In reality, situations are usually more complex and the OP may be playing a part in what is happening. But jealousy is always the number one reason seized on.
Why is this?

OP’s posts: |
PurpleDaisies Sun 06-Jun-21 14:48:18

I don’t know but it pisses me off as well.

astonafar Sun 06-Jun-21 14:51:59

It plays into the stereotype of all women as jealous bitches waiting to pull other women down.

OP’s posts: |
Seafog Sun 06-Jun-21 14:52:29

I don't know, but it goes hand in hand with bitterness, as soon as someone mentions that 'x looks happy with this or that' someone comes along and says , ' yes, but it is likely all lies, they are hiding how it really is'.
Someone posts a happy couple picture, Mumsnet replies, they must not really be happy, or they wouldn't let it show, they are just doing it to seem happy or make you jealous.

So weird, and annoying!

Iamthewombat Sun 06-Jun-21 14:52:46

To undermine the opposing argument, and to discredit the person advancing it, usually..

In the 1980s, when Clare Short MP started her campaign against page three, the argument most commonly used against her was that she was “jealous”. The Sun called her ‘Crazy Clare’, and said that she was jealous of the page three girls because she was, according to them fat and old.

What other motivation could she possibly have had?

AnneLovesGilbert Sun 06-Jun-21 14:56:30

You’re so right Seafog.

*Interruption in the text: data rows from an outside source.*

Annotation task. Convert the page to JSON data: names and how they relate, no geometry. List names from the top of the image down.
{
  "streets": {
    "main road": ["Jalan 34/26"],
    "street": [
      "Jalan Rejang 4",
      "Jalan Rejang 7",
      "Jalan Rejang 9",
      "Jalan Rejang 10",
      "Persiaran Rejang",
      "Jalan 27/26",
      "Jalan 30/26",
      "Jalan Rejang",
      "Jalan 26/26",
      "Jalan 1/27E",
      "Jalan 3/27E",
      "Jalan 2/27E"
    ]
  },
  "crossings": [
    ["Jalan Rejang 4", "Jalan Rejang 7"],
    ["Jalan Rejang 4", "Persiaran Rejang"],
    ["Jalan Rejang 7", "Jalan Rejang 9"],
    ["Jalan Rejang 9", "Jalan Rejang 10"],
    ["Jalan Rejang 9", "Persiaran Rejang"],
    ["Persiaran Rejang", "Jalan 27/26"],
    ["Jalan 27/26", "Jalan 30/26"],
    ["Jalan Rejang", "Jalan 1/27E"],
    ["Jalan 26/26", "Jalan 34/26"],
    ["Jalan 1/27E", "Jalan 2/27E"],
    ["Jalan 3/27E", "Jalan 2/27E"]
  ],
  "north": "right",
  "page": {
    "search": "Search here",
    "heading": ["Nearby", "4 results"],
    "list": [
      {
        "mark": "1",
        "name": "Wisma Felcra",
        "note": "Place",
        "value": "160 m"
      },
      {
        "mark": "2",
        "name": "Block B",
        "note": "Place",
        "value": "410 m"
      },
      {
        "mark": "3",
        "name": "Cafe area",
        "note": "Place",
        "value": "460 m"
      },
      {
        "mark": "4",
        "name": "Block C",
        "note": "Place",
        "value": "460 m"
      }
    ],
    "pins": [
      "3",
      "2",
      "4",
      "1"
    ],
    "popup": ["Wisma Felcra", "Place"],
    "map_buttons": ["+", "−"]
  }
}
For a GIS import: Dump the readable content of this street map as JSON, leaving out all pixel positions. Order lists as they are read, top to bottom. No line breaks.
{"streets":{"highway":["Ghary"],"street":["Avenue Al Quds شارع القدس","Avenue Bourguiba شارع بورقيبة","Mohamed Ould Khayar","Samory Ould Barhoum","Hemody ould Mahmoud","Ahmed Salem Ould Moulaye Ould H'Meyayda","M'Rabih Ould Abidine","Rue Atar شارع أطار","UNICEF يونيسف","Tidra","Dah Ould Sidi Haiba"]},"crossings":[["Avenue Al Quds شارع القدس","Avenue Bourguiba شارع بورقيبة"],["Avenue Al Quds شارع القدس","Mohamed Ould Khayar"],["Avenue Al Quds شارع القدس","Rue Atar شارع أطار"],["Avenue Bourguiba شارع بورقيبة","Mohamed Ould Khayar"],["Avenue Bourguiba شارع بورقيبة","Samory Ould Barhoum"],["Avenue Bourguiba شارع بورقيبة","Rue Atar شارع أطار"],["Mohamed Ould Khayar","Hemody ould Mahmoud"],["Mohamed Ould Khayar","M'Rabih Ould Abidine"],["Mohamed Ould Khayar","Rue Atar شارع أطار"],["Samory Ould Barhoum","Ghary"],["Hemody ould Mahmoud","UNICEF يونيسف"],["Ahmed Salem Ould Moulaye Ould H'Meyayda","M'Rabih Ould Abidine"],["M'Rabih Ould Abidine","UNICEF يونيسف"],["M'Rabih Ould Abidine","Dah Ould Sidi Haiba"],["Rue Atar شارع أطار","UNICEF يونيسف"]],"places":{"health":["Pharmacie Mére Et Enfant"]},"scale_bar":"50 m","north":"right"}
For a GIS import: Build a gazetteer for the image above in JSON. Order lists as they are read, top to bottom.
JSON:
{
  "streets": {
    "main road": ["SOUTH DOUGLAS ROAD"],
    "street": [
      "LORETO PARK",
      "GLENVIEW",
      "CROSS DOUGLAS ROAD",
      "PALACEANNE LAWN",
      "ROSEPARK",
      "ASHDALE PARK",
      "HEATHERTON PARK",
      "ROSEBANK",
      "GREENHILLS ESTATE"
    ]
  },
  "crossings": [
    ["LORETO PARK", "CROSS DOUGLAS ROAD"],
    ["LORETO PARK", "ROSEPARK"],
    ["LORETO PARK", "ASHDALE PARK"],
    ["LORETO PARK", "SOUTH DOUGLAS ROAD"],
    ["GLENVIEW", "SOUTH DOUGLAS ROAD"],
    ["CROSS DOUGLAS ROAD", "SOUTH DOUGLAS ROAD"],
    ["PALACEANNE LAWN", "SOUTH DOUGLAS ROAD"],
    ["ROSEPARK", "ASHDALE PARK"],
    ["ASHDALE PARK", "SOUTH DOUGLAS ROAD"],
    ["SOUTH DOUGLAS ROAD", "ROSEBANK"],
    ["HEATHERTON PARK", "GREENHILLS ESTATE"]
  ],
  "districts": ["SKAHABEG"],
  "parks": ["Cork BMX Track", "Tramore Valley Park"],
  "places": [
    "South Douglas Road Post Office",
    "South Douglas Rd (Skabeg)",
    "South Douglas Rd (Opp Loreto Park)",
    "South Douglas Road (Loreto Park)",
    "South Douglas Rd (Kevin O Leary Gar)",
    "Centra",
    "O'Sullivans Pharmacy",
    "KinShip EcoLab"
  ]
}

When people admit they actually are jealous they’re usually told not to bother as their slim, funny, successful, happily married friend with healthy lovely children is probably an alcoholic with an eating disorder, crippling anxiety and an abusive husband. As if that would be better than someone just being as happy as she seems.

Really weird.

Ah actually, maybe so many people jump to jealousy is that’s how they feel?

CardinalLolzy Sun 06-Jun-21 16:24:08

Ha, op, I nearly started a thread saying exactly this! It baffles me. Certainly I can see behaviours where jealousy might be a factor but I thought not liking something or having any criticism of something automatically meaning "you're ^just jealous^" was left behind in year 9 of school.

As with anything that seems a disproportionately common reaction on mumsnet (but is usually only a handful of actual posters) , I suspect there's a lot of projection going on.

Not much to add but did want to post to acknowledge I've noticed it too and find it weird!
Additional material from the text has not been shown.